→ WHAT TO DO: Among the lines of data below, reproduce only those from the one with "M398,220l67,-8 29,-65 19,-58" through the one with "M641,968l3,-2 25,-273 -2,-4 93,11", exactly as they stand, both ends included.

[Opening PROVIDED DATA section]

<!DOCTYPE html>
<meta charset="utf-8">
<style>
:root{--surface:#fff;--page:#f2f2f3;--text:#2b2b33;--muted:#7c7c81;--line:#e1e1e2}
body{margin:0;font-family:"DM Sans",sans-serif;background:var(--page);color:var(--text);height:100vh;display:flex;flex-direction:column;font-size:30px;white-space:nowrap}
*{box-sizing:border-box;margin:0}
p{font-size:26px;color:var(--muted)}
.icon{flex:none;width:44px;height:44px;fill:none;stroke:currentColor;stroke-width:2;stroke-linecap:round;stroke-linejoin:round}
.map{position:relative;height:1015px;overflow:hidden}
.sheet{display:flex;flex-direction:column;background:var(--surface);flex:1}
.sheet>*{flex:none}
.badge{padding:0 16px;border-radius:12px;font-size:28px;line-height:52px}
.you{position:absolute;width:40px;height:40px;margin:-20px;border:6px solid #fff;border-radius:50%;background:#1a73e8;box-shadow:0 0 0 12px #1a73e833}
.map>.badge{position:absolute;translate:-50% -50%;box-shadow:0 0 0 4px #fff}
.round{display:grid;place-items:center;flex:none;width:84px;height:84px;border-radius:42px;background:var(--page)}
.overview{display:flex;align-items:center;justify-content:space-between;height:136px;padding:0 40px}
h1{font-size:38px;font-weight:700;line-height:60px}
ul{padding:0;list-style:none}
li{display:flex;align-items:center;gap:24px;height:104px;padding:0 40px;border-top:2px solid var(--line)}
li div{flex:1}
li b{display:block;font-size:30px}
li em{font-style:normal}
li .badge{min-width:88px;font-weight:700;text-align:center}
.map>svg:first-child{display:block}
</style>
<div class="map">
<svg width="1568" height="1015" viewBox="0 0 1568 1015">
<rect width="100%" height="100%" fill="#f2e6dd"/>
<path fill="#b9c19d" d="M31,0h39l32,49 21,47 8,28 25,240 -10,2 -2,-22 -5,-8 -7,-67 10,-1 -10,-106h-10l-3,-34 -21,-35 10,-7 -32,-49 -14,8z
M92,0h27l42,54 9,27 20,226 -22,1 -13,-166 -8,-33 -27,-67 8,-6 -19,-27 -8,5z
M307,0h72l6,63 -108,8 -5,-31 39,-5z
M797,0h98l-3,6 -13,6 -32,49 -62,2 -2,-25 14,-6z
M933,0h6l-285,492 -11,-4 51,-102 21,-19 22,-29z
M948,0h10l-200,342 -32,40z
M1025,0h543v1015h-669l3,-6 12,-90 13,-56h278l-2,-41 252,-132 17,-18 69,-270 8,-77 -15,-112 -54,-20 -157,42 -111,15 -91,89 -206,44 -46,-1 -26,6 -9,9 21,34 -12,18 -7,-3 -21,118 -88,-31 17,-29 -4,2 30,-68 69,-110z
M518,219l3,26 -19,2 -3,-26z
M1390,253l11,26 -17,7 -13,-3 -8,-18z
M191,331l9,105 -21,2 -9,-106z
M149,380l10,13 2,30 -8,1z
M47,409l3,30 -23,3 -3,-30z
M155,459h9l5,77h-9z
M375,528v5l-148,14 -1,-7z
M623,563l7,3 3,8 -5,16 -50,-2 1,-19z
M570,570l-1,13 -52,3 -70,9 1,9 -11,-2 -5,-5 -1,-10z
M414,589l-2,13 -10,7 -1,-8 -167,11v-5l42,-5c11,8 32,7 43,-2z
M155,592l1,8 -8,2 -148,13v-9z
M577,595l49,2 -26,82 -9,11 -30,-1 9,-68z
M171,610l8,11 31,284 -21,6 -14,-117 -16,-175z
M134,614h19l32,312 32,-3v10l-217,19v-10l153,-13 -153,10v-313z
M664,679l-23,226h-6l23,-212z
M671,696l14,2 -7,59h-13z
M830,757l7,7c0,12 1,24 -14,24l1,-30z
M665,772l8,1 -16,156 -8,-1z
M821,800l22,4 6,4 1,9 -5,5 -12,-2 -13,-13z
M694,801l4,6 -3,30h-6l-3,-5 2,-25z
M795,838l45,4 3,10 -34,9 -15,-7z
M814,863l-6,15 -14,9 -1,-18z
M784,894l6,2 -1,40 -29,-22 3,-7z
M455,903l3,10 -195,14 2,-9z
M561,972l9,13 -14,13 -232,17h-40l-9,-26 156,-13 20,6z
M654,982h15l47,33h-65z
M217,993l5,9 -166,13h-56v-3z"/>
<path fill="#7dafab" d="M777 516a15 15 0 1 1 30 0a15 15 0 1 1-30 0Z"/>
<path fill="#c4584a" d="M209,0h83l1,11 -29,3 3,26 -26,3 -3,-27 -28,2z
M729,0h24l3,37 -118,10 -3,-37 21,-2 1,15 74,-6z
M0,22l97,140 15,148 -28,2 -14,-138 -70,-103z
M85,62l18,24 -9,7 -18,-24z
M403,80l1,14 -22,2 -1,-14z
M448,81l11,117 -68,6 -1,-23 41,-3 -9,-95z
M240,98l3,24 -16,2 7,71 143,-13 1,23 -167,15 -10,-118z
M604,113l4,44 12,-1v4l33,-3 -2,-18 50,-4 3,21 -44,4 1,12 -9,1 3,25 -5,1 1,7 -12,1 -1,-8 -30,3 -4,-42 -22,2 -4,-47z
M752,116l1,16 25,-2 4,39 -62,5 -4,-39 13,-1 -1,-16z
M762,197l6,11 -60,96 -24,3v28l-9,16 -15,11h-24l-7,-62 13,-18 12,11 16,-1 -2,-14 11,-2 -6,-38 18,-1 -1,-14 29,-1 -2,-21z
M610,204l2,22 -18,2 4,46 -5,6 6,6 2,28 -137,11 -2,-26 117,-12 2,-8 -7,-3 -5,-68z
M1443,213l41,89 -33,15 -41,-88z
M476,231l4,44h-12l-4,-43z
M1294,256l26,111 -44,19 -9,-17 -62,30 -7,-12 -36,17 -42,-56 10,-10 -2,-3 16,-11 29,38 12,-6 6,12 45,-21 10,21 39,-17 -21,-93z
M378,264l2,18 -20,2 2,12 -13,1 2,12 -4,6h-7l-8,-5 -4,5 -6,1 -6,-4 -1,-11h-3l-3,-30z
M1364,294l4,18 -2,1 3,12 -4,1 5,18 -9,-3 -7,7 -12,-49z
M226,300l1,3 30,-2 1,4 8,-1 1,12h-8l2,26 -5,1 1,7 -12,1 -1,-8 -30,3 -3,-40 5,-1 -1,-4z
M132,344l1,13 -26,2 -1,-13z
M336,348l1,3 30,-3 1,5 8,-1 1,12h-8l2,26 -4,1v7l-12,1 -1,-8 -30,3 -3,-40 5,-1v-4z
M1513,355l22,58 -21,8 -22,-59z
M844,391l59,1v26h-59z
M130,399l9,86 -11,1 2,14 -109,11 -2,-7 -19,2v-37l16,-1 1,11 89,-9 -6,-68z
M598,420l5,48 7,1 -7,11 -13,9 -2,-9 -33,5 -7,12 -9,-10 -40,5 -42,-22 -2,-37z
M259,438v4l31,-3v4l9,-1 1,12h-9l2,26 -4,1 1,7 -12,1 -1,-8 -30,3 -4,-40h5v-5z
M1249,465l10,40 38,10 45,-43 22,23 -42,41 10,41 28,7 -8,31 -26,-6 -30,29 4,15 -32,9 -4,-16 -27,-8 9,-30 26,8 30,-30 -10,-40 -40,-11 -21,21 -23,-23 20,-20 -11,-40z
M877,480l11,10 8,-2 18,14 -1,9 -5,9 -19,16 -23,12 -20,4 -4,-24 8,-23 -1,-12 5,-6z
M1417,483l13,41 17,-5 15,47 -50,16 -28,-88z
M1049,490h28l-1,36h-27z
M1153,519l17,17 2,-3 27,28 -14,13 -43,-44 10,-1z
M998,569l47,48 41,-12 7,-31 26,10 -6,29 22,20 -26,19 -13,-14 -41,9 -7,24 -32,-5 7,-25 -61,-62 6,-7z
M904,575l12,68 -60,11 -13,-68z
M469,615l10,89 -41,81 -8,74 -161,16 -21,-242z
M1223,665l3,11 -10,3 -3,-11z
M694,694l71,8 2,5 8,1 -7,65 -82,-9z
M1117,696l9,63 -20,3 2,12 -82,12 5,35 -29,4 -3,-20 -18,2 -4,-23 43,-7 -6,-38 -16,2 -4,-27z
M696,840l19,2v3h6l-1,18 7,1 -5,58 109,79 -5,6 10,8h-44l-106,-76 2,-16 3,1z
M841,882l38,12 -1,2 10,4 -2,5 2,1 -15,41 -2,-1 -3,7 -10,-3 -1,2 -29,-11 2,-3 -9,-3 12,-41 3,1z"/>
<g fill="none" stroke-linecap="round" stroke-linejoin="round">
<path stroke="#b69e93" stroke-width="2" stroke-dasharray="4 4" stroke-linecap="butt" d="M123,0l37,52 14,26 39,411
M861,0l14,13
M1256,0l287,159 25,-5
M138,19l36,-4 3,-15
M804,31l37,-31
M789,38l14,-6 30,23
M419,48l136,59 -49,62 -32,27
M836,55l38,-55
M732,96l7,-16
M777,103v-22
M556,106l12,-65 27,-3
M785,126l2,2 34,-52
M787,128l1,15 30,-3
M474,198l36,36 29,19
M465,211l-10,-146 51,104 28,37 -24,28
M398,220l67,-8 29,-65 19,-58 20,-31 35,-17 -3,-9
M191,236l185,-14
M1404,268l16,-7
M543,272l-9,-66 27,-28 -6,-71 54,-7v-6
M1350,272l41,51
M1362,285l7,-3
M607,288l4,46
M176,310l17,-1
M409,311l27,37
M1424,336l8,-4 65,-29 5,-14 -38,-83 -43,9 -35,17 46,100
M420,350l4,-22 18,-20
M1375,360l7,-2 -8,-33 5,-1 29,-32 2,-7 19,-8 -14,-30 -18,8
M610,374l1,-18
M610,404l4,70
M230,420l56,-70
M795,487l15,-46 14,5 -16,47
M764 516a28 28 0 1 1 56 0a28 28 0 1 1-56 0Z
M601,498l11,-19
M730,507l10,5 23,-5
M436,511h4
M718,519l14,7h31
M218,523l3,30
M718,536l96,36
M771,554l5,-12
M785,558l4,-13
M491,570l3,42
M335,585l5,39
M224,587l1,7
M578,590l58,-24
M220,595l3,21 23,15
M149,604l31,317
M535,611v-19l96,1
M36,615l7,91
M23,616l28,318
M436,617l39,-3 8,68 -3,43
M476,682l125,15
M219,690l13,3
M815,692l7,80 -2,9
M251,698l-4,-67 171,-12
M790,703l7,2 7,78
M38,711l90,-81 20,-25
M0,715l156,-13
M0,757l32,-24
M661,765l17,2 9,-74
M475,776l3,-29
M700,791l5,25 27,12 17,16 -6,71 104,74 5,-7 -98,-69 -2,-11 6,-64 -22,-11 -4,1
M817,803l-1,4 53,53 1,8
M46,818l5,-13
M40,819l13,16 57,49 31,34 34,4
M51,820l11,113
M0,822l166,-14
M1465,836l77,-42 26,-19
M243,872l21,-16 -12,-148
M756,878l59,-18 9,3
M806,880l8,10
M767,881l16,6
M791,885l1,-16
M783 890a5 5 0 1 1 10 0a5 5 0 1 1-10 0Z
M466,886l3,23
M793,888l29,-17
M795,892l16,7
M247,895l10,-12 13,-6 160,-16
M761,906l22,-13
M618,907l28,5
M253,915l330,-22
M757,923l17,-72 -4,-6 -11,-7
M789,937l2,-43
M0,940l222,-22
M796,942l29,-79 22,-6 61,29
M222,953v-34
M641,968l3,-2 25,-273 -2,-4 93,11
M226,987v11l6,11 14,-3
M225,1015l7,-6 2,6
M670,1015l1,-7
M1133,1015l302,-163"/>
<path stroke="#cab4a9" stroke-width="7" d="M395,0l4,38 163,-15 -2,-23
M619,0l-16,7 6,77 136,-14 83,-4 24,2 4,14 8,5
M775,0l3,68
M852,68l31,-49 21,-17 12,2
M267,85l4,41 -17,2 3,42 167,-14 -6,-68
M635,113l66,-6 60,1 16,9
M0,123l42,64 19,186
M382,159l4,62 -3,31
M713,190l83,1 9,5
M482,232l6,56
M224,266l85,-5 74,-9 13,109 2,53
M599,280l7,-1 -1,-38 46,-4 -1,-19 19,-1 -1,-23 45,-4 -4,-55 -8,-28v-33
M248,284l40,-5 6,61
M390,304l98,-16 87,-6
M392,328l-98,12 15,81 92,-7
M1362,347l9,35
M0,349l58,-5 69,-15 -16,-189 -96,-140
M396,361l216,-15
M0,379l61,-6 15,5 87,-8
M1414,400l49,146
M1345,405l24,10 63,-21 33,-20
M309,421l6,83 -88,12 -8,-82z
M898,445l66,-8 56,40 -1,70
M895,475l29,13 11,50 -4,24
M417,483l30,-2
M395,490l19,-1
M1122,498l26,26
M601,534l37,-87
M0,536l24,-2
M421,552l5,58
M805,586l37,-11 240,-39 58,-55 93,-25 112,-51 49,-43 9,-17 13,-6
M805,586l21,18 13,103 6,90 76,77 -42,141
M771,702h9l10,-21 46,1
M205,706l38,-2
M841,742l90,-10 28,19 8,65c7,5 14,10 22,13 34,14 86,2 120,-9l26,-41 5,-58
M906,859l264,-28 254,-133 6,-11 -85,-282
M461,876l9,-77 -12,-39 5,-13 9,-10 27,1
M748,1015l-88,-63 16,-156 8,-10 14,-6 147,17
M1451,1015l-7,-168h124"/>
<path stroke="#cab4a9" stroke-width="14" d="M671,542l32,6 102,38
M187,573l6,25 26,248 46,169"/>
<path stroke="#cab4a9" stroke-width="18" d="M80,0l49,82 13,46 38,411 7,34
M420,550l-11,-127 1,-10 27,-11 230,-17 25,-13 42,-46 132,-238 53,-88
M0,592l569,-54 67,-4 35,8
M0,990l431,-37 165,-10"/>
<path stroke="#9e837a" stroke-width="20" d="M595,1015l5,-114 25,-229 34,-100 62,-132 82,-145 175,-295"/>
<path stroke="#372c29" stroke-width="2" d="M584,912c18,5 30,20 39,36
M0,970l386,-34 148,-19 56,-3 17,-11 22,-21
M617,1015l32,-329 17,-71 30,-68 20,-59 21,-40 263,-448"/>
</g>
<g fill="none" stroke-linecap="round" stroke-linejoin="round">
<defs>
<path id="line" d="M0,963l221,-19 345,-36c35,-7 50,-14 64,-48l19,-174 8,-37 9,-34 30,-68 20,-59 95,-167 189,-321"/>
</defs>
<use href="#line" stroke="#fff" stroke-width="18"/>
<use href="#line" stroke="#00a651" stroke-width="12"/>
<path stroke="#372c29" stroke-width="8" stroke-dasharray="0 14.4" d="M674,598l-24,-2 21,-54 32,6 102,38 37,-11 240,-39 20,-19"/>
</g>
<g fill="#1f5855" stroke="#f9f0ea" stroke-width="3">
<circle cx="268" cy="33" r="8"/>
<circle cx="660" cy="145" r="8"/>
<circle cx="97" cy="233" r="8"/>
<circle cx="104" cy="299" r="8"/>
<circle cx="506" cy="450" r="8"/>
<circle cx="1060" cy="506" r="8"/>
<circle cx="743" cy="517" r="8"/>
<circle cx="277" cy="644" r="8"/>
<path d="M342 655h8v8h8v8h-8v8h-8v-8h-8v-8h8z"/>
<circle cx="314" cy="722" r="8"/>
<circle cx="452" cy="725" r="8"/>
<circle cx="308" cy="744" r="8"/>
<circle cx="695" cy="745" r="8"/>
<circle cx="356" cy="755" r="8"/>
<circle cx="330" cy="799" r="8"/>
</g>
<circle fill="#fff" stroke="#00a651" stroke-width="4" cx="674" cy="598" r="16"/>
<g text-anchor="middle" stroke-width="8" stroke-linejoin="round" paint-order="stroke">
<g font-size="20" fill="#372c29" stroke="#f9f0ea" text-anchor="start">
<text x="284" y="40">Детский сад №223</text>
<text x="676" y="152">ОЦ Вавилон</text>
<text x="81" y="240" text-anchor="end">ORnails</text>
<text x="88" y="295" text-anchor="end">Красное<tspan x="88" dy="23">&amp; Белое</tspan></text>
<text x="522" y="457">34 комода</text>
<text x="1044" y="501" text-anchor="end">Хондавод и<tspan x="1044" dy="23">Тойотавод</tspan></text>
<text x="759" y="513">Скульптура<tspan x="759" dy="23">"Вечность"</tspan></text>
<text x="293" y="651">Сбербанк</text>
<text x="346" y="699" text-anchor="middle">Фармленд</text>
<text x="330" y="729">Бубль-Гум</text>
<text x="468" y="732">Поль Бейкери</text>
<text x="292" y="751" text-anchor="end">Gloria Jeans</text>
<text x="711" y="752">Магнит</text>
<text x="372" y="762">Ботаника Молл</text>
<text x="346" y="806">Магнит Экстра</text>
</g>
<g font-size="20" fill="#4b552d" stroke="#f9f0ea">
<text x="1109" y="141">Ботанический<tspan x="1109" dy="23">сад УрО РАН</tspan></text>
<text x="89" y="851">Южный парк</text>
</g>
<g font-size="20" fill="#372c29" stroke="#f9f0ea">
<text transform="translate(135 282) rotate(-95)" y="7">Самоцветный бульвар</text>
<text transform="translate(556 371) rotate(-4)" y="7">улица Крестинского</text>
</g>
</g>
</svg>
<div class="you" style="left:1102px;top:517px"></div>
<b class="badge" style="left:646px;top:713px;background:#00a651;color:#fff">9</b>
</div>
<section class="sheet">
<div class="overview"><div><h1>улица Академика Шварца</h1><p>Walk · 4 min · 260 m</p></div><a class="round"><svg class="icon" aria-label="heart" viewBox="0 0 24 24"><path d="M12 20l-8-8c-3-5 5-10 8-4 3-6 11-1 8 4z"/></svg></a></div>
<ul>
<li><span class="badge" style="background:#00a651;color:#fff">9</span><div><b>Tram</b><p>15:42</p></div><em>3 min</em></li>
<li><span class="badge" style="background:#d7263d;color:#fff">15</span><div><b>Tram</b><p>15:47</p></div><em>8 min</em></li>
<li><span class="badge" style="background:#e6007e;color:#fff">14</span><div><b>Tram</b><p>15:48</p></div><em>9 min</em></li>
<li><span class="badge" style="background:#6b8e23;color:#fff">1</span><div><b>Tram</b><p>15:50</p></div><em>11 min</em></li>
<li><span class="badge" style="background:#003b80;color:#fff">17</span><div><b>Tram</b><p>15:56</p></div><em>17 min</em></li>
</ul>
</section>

[Closing PROVIDED DATA section]

→ TASK RESPONSE:
M398,220l67,-8 29,-65 19,-58 20,-31 35,-17 -3,-9
M191,236l185,-14
M1404,268l16,-7
M543,272l-9,-66 27,-28 -6,-71 54,-7v-6
M1350,272l41,51
M1362,285l7,-3
M607,288l4,46
M176,310l17,-1
M409,311l27,37
M1424,336l8,-4 65,-29 5,-14 -38,-83 -43,9 -35,17 46,100
M420,350l4,-22 18,-20
M1375,360l7,-2 -8,-33 5,-1 29,-32 2,-7 19,-8 -14,-30 -18,8
M610,374l1,-18
M610,404l4,70
M230,420l56,-70
M795,487l15,-46 14,5 -16,47
M764 516a28 28 0 1 1 56 0a28 28 0 1 1-56 0Z
M601,498l11,-19
M730,507l10,5 23,-5
M436,511h4
M718,519l14,7h31
M218,523l3,30
M718,536l96,36
M771,554l5,-12
M785,558l4,-13
M491,570l3,42
M335,585l5,39
M224,587l1,7
M578,590l58,-24
M220,595l3,21 23,15
M149,604l31,317
M535,611v-19l96,1
M36,615l7,91
M23,616l28,318
M436,617l39,-3 8,68 -3,43
M476,682l125,15
M219,690l13,3
M815,692l7,80 -2,9
M251,698l-4,-67 171,-12
M790,703l7,2 7,78
M38,711l90,-81 20,-25
M0,715l156,-13
M0,757l32,-24
M661,765l17,2 9,-74
M475,776l3,-29
M700,791l5,25 27,12 17,16 -6,71 104,74 5,-7 -98,-69 -2,-11 6,-64 -22,-11 -4,1
M817,803l-1,4 53,53 1,8
M46,818l5,-13
M40,819l13,16 57,49 31,34 34,4
M51,820l11,113
M0,822l166,-14
M1465,836l77,-42 26,-19
M243,872l21,-16 -12,-148
M756,878l59,-18 9,3
M806,880l8,10
M767,881l16,6
M791,885l1,-16
M783 890a5 5 0 1 1 10 0a5 5 0 1 1-10 0Z
M466,886l3,23
M793,888l29,-17
M795,892l16,7
M247,895l10,-12 13,-6 160,-16
M761,906l22,-13
M618,907l28,5
M253,915l330,-22
M757,923l17,-72 -4,-6 -11,-7
M789,937l2,-43
M0,940l222,-22
M796,942l29,-79 22,-6 61,29
M222,953v-34
M641,968l3,-2 25,-273 -2,-4 93,11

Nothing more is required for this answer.